This is a wonderful book. I think it will resonate with many readers, who might relate to it even though the circumstances are unique.
Philip Pullman has a powerful gift. It convinces us to not only enter into the minds of his protagonists with sympathy, but to emerge actually caring about them. I really miss Ginny now, having finished the book. I try, in my imagination, to watch her grow up. I think she'll be brilliant, just like many of the readers who can relate to her and her step-brother.
As you begin reading the book, you're not told a whole lot; and I liked that. It made me more alert to cues in her thinking, watching her moods and the things that happen around her that she doesn't quite pay enough attention to.
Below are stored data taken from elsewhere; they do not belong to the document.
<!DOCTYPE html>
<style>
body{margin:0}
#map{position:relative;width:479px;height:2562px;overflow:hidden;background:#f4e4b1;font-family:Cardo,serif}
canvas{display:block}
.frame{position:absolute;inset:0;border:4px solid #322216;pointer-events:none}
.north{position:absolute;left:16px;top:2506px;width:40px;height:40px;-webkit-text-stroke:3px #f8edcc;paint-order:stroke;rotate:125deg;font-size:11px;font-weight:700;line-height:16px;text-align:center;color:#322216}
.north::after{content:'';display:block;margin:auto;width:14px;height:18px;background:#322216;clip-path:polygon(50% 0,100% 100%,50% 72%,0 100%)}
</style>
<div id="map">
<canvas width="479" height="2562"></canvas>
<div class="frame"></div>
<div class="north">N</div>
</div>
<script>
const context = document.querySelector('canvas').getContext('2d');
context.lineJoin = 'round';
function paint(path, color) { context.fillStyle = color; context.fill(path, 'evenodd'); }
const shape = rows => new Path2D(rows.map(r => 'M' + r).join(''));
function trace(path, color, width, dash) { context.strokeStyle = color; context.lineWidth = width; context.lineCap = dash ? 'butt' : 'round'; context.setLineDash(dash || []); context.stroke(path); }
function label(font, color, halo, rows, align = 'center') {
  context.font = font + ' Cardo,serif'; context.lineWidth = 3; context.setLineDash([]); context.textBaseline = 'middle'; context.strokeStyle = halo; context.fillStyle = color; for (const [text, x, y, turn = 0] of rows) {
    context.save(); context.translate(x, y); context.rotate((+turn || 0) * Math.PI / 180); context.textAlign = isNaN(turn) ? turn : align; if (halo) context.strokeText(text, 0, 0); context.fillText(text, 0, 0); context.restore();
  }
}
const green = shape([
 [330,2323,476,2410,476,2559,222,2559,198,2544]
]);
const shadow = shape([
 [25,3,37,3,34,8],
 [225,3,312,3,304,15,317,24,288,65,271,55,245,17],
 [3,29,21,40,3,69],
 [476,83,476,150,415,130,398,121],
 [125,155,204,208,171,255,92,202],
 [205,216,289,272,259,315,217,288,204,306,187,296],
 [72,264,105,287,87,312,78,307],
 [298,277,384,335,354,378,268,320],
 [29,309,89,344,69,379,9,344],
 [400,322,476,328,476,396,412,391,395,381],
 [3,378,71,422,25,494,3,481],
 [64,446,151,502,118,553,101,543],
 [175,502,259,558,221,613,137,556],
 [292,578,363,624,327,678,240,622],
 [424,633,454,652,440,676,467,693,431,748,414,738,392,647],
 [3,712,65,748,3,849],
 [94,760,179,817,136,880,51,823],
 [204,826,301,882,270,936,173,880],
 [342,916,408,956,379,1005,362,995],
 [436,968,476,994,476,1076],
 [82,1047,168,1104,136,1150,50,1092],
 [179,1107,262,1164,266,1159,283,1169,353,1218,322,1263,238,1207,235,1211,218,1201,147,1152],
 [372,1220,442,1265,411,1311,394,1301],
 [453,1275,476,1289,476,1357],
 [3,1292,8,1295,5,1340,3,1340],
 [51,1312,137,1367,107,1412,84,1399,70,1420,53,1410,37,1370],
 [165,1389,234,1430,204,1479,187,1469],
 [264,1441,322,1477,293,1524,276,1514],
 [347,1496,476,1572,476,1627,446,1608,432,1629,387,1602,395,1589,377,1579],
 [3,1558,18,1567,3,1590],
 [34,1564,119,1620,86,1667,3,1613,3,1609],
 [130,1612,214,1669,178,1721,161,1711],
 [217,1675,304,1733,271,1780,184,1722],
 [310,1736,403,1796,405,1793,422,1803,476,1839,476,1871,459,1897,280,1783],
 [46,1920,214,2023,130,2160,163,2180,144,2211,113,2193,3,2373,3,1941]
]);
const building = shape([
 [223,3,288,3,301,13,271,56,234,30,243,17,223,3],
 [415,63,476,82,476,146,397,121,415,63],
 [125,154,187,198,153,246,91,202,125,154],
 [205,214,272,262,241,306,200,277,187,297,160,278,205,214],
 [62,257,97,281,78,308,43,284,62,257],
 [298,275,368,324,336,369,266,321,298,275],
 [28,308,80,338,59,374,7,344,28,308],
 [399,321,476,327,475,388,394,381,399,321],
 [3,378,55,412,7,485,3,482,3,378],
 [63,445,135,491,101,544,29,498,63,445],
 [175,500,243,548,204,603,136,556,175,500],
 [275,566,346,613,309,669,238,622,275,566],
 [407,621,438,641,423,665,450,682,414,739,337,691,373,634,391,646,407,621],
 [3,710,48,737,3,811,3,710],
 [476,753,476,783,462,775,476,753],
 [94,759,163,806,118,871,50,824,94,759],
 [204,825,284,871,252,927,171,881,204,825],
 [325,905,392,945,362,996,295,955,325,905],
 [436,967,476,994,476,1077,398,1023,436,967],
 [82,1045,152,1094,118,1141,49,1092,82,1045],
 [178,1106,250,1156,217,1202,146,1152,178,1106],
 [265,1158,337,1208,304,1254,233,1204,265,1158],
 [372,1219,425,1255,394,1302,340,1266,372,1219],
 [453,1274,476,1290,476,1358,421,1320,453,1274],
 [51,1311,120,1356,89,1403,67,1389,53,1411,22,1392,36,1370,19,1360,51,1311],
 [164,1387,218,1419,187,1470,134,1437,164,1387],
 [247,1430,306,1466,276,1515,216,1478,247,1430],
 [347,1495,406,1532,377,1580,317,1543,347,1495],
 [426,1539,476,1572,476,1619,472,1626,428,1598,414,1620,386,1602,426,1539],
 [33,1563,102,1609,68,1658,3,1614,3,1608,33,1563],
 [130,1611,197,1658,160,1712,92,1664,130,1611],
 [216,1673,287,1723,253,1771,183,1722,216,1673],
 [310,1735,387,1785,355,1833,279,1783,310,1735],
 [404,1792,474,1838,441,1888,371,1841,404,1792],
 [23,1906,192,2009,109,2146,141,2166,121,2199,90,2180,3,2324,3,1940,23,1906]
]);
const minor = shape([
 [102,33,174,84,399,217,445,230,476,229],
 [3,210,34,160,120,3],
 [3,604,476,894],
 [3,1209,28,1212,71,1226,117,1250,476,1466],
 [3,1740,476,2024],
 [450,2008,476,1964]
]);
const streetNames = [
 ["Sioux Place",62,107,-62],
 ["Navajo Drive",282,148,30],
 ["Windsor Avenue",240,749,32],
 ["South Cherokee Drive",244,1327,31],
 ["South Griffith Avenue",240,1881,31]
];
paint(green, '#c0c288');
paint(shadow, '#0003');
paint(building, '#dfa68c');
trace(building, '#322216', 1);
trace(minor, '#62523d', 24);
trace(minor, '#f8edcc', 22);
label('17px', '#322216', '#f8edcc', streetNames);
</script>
On the other hand, the things she *does* notice are with the eyes of an artist, and one with a creative imagination. Readers who also like to draw and paint will find lots to like about the way Ginny thinks. It's a view of an artist's way, from an artist himself... and just like the best art, it moves something in us in a very subtle but profound way.
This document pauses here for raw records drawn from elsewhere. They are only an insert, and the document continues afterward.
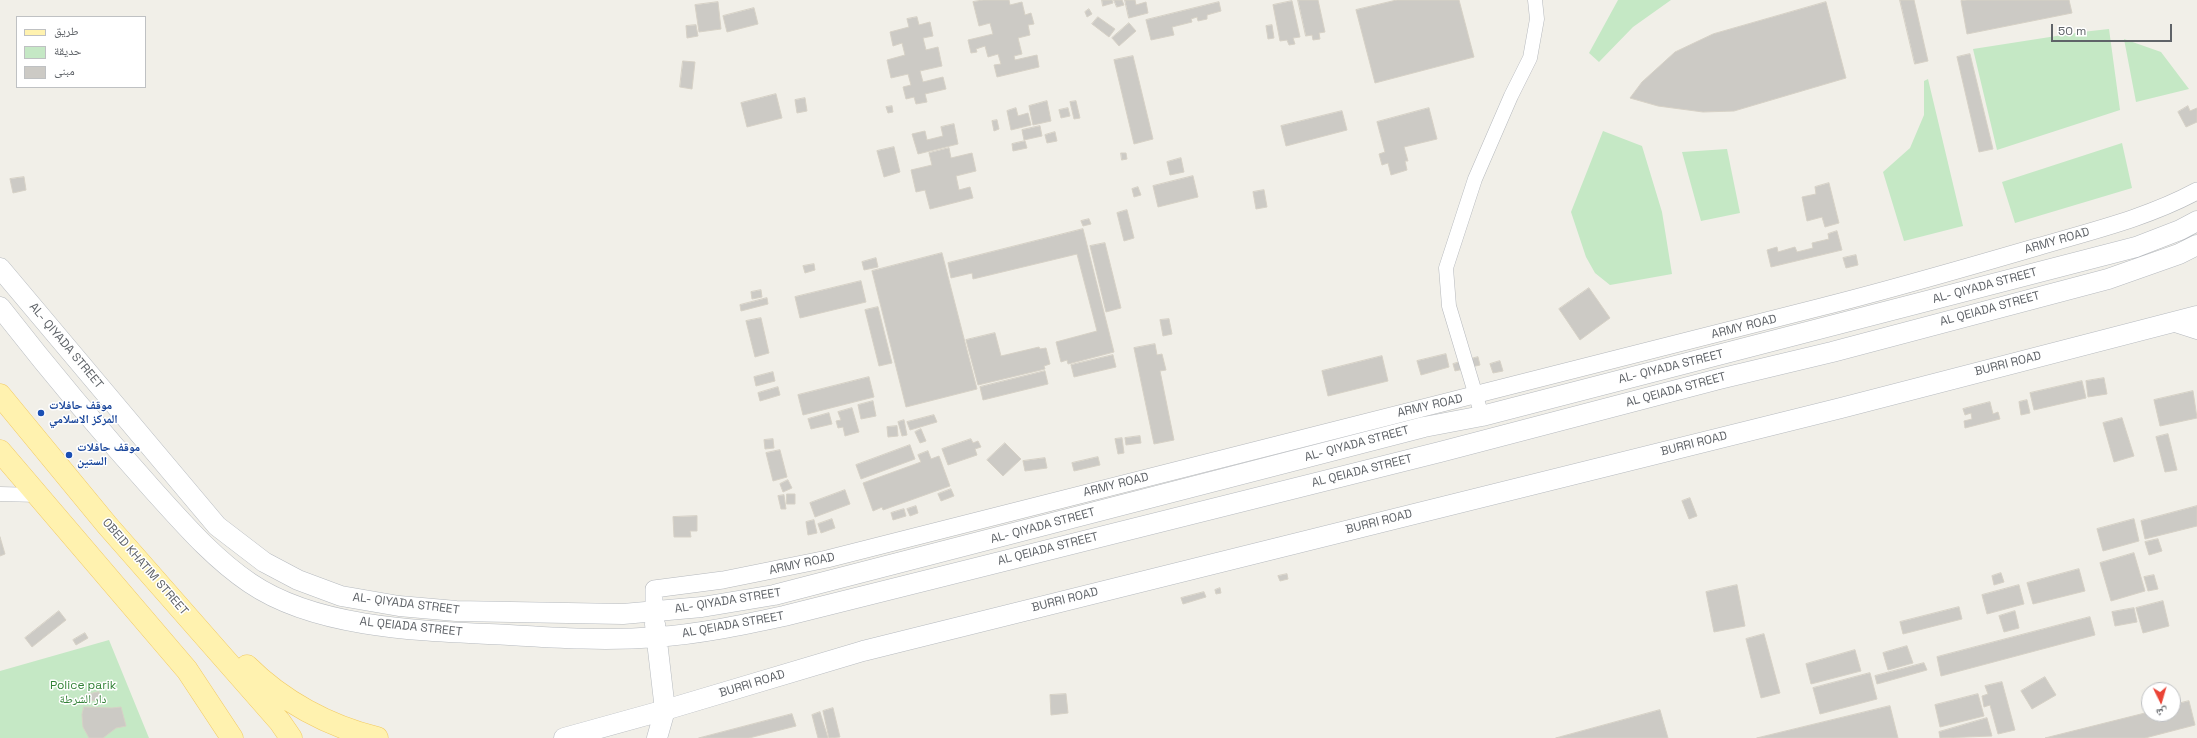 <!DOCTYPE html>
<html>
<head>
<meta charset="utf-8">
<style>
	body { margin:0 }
	#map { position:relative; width:2197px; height:738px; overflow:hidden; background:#f1efe8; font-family:"Space Grotesk","Noto Naskh Arabic",sans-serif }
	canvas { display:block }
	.legend { position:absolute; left:16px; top:16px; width:130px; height:72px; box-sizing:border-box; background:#fff; border:1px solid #bfc1c3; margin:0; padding:5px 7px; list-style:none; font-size:12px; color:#5f6368 }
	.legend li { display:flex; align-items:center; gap:8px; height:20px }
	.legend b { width:20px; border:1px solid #bfc1c3 }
	.north { position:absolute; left:2141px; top:682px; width:40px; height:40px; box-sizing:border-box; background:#fff; border:1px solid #bfc1c3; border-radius:50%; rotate:175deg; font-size:11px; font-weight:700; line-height:16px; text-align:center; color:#5f6368 }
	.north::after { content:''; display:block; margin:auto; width:14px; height:18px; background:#ea4335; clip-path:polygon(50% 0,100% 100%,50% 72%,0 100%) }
	.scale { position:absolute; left:2051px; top:24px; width:121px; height:18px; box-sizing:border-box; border:2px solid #5f6368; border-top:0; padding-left:5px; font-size:12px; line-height:14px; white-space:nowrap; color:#5f6368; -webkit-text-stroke:3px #fff; paint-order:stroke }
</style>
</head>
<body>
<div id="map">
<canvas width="2197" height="738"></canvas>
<ul class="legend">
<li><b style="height:5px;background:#fff2af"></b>طريق</li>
<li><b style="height:11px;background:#c5e8c5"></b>حديقة</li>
<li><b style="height:11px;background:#cccac5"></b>مبنى</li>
</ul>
<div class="north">ش</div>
<div class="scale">50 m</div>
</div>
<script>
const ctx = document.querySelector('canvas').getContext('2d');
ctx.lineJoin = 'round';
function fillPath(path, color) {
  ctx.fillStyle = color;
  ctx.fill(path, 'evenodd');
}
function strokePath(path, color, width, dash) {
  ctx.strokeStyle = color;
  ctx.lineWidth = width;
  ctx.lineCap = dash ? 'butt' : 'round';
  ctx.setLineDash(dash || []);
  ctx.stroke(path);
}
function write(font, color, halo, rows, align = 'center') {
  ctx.font = font + ' "Space Grotesk","Noto Naskh Arabic",sans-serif';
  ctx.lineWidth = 3;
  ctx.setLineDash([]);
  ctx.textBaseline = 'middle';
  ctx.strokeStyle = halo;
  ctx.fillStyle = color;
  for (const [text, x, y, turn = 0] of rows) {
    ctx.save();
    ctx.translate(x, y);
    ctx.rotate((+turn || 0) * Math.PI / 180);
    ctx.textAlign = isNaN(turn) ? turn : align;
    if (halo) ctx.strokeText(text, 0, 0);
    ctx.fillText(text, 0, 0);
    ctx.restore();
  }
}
const green = new Path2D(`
	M1618 0H1671L1633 27 1599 62 1589 53Z
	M2109 29 2120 110 1997 150 1973 49 2082 32Z
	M2124 39 2161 52 2189 89 2136 102Z
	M1928 79 1963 226 1904 241 1883 172 1910 148 1924 115V81Z
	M1603 131 1642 146 1662 212 1672 274 1610 285 1595 273 1586 257 1571 212Z
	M2122 143 2132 188 2015 223 2002 182Z
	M1727 149 1740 213 1701 221 1682 152Z
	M109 640 149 738H0V671Z`);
const building = new Path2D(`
	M983 0H1009L1010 5 1022 2 1025 15 1031 13 1034 24 1028 25 1030 35 1018 38 1022 54 1014 56 1015 60 1037 55 1039 67 997 77 994 65 1001 64 998 54 988 57 985 46 976 49 977 52 971 53 968 40 993 34 990 23 979 26 973 2Z
	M1102 0H1112L1113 3 1103 6Z
	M1114 0H1122L1124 5 1117 7Z
	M1125 0H1135L1136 5 1146 2 1148 13 1129 18Z
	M1298 0H1318L1325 32 1319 33 1320 39 1313 40 1312 35 1306 36Z
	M1397 0H1459L1474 57 1375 83 1356 10Z
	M1900 0H1914L1928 61 1915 64Z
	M1967 0H2069L2072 13 1967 34 1961 1Z
	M1292 1 1300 37 1293 38 1295 44 1289 45 1287 40 1280 41 1273 5Z
	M718 2 721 29 699 32 695 5Z
	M1219 2 1221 11 1207 15V19L1198 21 1197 17 1191 19 1192 22 1172 27 1174 35 1151 40 1146 20Z
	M1826 2 1846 78 1734 111 1703 112 1658 106 1630 98 1642 82 1675 52 1713 34Z
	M754 8 758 24 727 32 723 16Z
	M1089 9 1092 14 1087 17 1085 12Z
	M917 17 919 25 930 22 933 36 923 38 926 50 938 47 942 66 920 71 923 82 943 77 946 89 925 94 927 102 916 104 914 97 906 99 903 87 911 85 908 74 891 78 887 60 905 55 902 43 893 46 890 32 909 27 907 19Z
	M1098 17 1115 29 1109 37 1092 24Z
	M1129 23 1136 31 1119 46 1112 38Z
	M696 25 698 36 687 38 686 26Z
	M1272 25 1274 38 1268 39 1266 26Z
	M1970 54 1993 149 1979 152 1957 57Z
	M1133 56 1153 139 1134 144 1114 60Z
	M683 61 695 62 692 89 680 87Z
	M776 94 782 118 747 127 741 103Z
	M805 98 807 111 797 113 795 100Z
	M1047 101 1051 121 1033 125 1029 106Z
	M1076 101 1080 118 1074 119 1070 102Z
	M892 106 893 112 888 113 886 107Z
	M2188 106 2190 111 2197 108V122L2186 127 2178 112Z
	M1016 108 1018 116 1028 113 1031 125 1011 130 1007 111Z
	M1068 108 1070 116 1061 118 1059 110Z
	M1429 108 1437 139 1404 147 1408 161H1405L1407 170 1391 175 1388 163 1382 165 1379 154 1385 152 1377 122Z
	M1342 111 1347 130 1286 146 1281 126Z
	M997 120 999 129 994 131 992 121Z
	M954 124 958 144 918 154 912 134 925 131 927 140 943 136 941 127Z
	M1040 126 1042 136 1024 140 1022 130Z
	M1055 132 1057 141 1047 143 1045 135Z
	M1025 141 1027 148 1013 151 1012 144Z
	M894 147 900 172 884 177 877 151Z
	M949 148 951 158 972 153 976 171 956 176 959 190 970 187 973 198 930 209 925 190 916 192 911 170 932 165 929 153Z
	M1121 153H1126L1127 159 1122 160Z
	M1181 158 1184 172 1170 175 1167 162Z
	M1193 176 1198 197 1158 207 1153 186Z
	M24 177 26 190 13 193 10 179Z
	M1829 183 1839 223 1825 227 1822 217 1807 221 1802 197 1816 194 1815 187Z
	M1138 187 1141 195 1134 197 1132 189Z
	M1264 190 1267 207 1256 209 1253 192Z
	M1127 210 1134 238 1124 241 1117 213Z
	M1089 219 1091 224 1083 226 1081 221Z
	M1083 229 1114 352 1068 364 1067 360 1061 362 1056 342 1097 331 1077 254 973 279 972 273 951 278 948 263Z
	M1837 231 1842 250 1771 267 1767 250 1777 247 1778 252 1795 247 1797 252 1813 248 1812 243 1829 239 1828 234Z
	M1105 243 1121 308 1106 312 1090 246Z
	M942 253 977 389 906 407 872 271Z
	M1856 255 1858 265 1846 268 1843 258Z
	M876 258 878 267 864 270 862 262Z
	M814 264 815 270 805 273 803 266Z
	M861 281 866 302 800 318 795 297Z
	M1589 288 1610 318 1580 340 1559 309Z
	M761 290 762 297 752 299 751 292Z
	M767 298 768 304 741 311 740 305Z
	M878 307 892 363 879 366 865 310Z
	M761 318 769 353 755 357 746 321Z
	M1169 319 1172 334 1163 336 1160 320Z
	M995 333 1001 356 1039 347 1040 349 1046 348 1050 364 1044 366 1045 369 978 385 966 340Z
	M1155 344 1157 355 1162 354 1166 370 1160 371 1174 440 1154 444 1134 348Z
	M1446 354 1449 367 1421 375 1417 361Z
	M1113 355 1116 367 1074 377 1071 365Z
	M1382 356 1388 381 1328 396 1322 371Z
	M1478 357 1480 365 1455 371 1453 364Z
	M1500 361 1503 371 1493 373 1490 364Z
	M1045 371 1048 384 983 400 980 387Z
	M773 372 775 381 756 386 754 377Z
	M869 377 874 397 803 415 798 395Z
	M2104 378 2107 394 2088 397 2086 381Z
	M2082 381 2086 398 2034 410 2030 393Z
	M778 387 780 395 760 401 758 393Z
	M2193 391 2197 418 2160 426 2154 400Z
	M2027 400 2030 413 2021 415 2019 402Z
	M873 401 876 416 861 419 858 405Z
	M1990 402 1993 414 1998 412 2000 419 1965 428 1964 421 1972 419 1971 413 1965 415 1963 409Z
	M852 408 859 432 845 436 843 427 838 428 836 421 841 420 838 412Z
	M829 413 832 424 811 429 808 419Z
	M934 415 937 422 910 430 907 422Z
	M2122 418 2134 456 2114 462 2103 423Z
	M904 420 907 435 902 436 898 422Z
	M897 426 898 436 888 437 887 427Z
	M921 429 926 441 920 443 915 432Z
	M2168 434 2177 470 2165 472 2156 437Z
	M1140 436 1141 443 1126 445 1125 438Z
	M1122 438 1124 453 1118 454 1115 439Z
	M773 439 774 448 765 449 764 440Z
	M971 439 973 443 978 441 981 447 975 449 977 455 948 465 942 449Z
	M1005 443 1021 459 1003 476 987 460Z
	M910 445 915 459 861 479 856 465Z
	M780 450 787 477 773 481 766 453Z
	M928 451 931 459 939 456 950 486 883 510 882 507 873 511 863 483 921 462 918 455Z
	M1098 457 1100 465 1074 471 1072 463Z
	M1045 458 1047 468 1025 471 1023 461Z
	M788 480 792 488 783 492 780 484Z
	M951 489 954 496 941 501 938 494Z
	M845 490 850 504 815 517 810 503Z
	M787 494H795V504H787Z
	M784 495 786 509H781L778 496Z
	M1690 498 1697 516 1689 519 1682 501Z
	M916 506 918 513 910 516 907 509Z
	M2197 506V526L2145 539 2141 521Z
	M904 509 906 516 893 520 891 513Z
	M697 516V531H690L691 537H674L673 517Z
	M832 519 835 528 821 533 818 524Z
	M2134 519 2139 541 2103 551 2097 529Z
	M814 520 817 533 808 535 806 522Z
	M0 537 5 554 0 556Z
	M2158 539 2162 551 2149 555 2145 542Z
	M2134 553 2145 591 2111 601 2100 563Z
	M2079 569 2085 591 2033 604 2027 583Z
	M2001 573 2004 582 1994 585 1992 576Z
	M1287 574 1288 579 1280 581 1278 576Z
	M2154 575 2158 589 2148 591 2144 577Z
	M1737 585 1745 626 1714 632 1706 592Z
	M2019 585 2024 604 1987 614 1982 595Z
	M1220 588 1221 593 1216 594 1215 590Z
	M1204 592 1206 597 1183 604 1181 598Z
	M2163 601 2169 626 2143 633 2136 608Z
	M1959 607 1962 619 1903 634 1900 622Z
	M2134 608 2137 622 2115 626 2112 612Z
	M59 611 66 620 32 647 25 638Z
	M2015 611 2019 628 2004 632 1999 616Z
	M2090 617 2095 635 1941 676 1937 657Z
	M85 633 88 638 76 645 73 640Z
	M1764 634 1780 693 1761 698 1746 639Z
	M1907 646 1913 663 1888 670 1883 653Z
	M1855 650 1861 671 1811 684 1806 664Z
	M1924 663 1927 670 1877 684 1875 676Z
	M1870 673 1877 699 1820 714 1813 688Z
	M2045 677 2056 695 2032 709 2021 691Z
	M2002 682 2015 730 1998 734 1990 705 1984 707 1982 696 1988 694 1985 686Z
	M99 692 100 699 86 702 85 695Z
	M1066 694 1068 713 1051 715 1050 695Z
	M1978 694 1984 716 1940 727 1935 705Z
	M2189 701 2195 725 2145 738H2045L2149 712V714H2173V705Z
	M1890 706 1898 738H1757Z
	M84 707 112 708 121 707 126 726 116 728 103 738H89L83 727 82 715Z
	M833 708 840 737 829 738 823 711Z
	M1660 710 1668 738H1556Z
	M820 712 828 738H818L812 715Z
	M792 714 796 726 749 738H699Z
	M1987 718 1992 736 1940 738 1939 732Z`);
const minor = new Path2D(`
	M2169 323 2197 332
	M1482 416 1449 306 1446 268 1475 179 1511 96 1530 58 1537 19 1535 0
	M0 494 38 495`);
const tertiary = new Path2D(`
	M654 612V589L723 580 827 559 1821 307C1893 289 1965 268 2037 247 2091 231 2147 218 2197 191`);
const secondary = new Path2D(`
	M0 268 217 526 264 562 298 580 341 596 399 606 456 611 623 614 702 607 774 595 1424 427 1482 416 2136 247 2180 230 2197 221
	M0 307C49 370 101 432 154 491 184 524 213 558 250 583 319 630 429 631 509 635 558 638 608 641 657 637 700 634 742 625 784 616L1440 452 1719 379 1832 352 2108 279 2179 254 2197 245
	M655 624 665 710 657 738
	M564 738 665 710 863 651 1841 408 2197 316`);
const primary = new Path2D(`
	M0 395 107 525 280 722 291 738
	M0 451 187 670 232 738
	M247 666C282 701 328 726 377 738`);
const markers = [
	[41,413,4,"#1a4fb4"],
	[69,455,4,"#1a4fb4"]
];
const streetNames = [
	["ARMY ROAD",2057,241,-16],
	["AL- QIYADA STREET",1985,286,-15],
	["AL QEIADA STREET",1990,309,-15],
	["ARMY ROAD",1744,327,-14],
	["AL- QIYADA STREET",66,346,50],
	["BURRI ROAD",2008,364,-14],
	["AL- QIYADA STREET",1671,367,-14],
	["AL QEIADA STREET",1676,390,-15],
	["ARMY ROAD",1430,406,-13],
	["AL- QIYADA STREET",1357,444,-15],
	["BURRI ROAD",1694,444,-14],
	["AL QEIADA STREET",1362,471,-14],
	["ARMY ROAD",1116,485,-14],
	["BURRI ROAD",1379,522,-14],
	["AL- QIYADA STREET",1043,526,-15],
	["AL QEIADA STREET",1048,549,-14],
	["ARMY ROAD",802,564,-12],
	["OBEID KHATIM STREET",145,567,49],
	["BURRI ROAD",1065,600,-14],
	["AL- QIYADA STREET",728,601,-9],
	["AL- QIYADA STREET",406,604,7],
	["AL QEIADA STREET",733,625,-10],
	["AL QEIADA STREET",411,627,6],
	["BURRI ROAD",752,684,-17]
];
const transitNames = [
	["موقف حافلات",49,406],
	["المركز الاسلامي",49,420],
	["موقف حافلات",77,448],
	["الستين",77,462]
];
const parkNames = [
	["Police parik",83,686],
	["دار الشرطة",83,700]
];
fillPath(green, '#c5e8c5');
fillPath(building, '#cccac5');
strokePath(building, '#d6d1c6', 1);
strokePath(minor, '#b5b8bc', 15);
strokePath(tertiary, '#b5b8bc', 18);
strokePath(secondary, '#b6babf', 21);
strokePath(primary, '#f2c960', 23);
strokePath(minor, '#fff', 14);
strokePath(tertiary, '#fff', 17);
strokePath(secondary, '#fff', 20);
strokePath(primary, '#fff2af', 22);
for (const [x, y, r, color] of markers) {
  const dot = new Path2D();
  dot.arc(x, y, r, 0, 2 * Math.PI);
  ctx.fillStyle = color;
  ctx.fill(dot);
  strokePath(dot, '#fff', 1.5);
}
write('12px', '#5f6368', '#fff', streetNames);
write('bold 12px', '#164399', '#fff', transitNames, 'left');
write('12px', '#348238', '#fff', parkNames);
</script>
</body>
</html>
The book deals with feelings of isolation, which many of us encounter through race issues but everyone *could* understand, given a writer like Pullman. And then there's the matter of growing up. What happens when Ginny's secure world seems too small, but getting out of it is too scary? What happens when what she thinks she knows is not half of what's really there beneath her nose? Pullman makes her story a lot like our own story. We're hooked.
Her growing awareness of others' lives, her ability to move from a genuine and thoughtful sympathy to actual empathy - putting herself in their shoes, rather than looking at their shoes from her perspective, so to speak - is handled so well, I can't help but think we readers all benefit too.